UNITED STATES BANKRUPTCY COURT FOR THE SOUTHERN DISTRICT OF TEXAS HOUSTON DIVISION
Nov 26, 2013
CASE NO: 10-34070 (Bankr. S.D. Tex. Nov. 26, 2013)

Summary

finding that payments "outside the plan" can nonetheless fall under § 1322(b) and be "provided for by the plan" so long as the debtor exercises his or her discretion "to make a provision in a chapter 13 plan for an un-modified secured claim. If the plan does not make a provision for the un-modified secured claim, the plan does not provide for the claim. It follows that if a plan makes a provision for an unmodified secured claim, the plan provides for the claim."
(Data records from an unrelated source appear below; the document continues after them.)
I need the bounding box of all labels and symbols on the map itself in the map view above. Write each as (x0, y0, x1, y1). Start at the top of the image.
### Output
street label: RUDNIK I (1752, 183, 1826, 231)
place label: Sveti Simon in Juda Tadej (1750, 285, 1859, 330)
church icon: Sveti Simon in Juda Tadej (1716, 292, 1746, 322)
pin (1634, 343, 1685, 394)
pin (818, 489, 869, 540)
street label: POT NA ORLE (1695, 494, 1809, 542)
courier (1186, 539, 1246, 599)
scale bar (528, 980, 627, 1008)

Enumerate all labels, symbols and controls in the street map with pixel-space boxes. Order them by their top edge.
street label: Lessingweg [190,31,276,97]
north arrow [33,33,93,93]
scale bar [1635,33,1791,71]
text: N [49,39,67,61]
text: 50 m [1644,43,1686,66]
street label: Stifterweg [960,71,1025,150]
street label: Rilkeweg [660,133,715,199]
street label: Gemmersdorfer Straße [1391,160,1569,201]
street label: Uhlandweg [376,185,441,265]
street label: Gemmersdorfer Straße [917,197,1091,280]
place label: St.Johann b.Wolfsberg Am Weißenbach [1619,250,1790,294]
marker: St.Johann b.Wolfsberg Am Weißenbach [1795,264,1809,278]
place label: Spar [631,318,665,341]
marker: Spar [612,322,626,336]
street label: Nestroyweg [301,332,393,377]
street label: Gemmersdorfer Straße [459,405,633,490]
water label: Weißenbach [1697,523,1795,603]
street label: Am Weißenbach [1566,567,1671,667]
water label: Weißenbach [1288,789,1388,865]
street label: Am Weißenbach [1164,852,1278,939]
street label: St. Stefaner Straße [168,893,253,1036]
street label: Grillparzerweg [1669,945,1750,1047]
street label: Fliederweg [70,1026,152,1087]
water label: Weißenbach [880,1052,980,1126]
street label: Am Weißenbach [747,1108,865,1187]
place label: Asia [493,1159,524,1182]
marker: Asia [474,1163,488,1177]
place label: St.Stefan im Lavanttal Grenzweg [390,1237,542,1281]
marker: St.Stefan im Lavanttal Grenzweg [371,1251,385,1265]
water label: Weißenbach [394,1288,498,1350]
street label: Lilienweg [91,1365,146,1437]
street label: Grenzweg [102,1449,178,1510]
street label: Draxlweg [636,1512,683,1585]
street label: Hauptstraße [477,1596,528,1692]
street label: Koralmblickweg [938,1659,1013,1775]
Summary of this case from In re Hale

Opinion

CASE NO: 10-34070

11-26-2013

IN RE: OLGA ROIFE Debtor(s)


CHAPTER 13


MEMORANDUM OPINION

Olga Roife's Objection to Notice of Post-Petition Mortgage Fees, Expenses and Charges (ECF No. 56) is sustained, in part, and overruled, in part.

Background

Ms. Roife filed a voluntary chapter 13 petition on May 14, 2010. Her plan was confirmed on July 23, 2010. Section 7 of Ms. Roife's confirmed plan provides that Midfirst Bank will be paid in accordance with the parties' pre-petition contract. ECF No. 2 at 4. On June 20, 2013, Midfirst filed its Notice of Post-Petition Mortgage Fees, Expenses and Charges, pursuant to Bankruptcy Rule 3002.1(c). ECF No. 55. The Fee Notice provided for late charges in the amount of $142.26 and legal fees of $125.00. ECF No. 55 at 1. On September 9, 2013, Ms. Roife filed an Objection to Notice of Post-Petition Mortgage Fees, Expenses and Charges and Motion for Determination of Fees, Expenses and Charges. ECF No. 56. Ms. Roife had the following objections:

The Fee Notice provides that the late charges were incurred on 1/16/2013, 4/16/2013 and 5/16/2013. ECF No. 55 at 1. The Fee Notice provides that the legal fees were incurred on 4/9/2013 and 6/20/2013. ECF No. 55 at 1.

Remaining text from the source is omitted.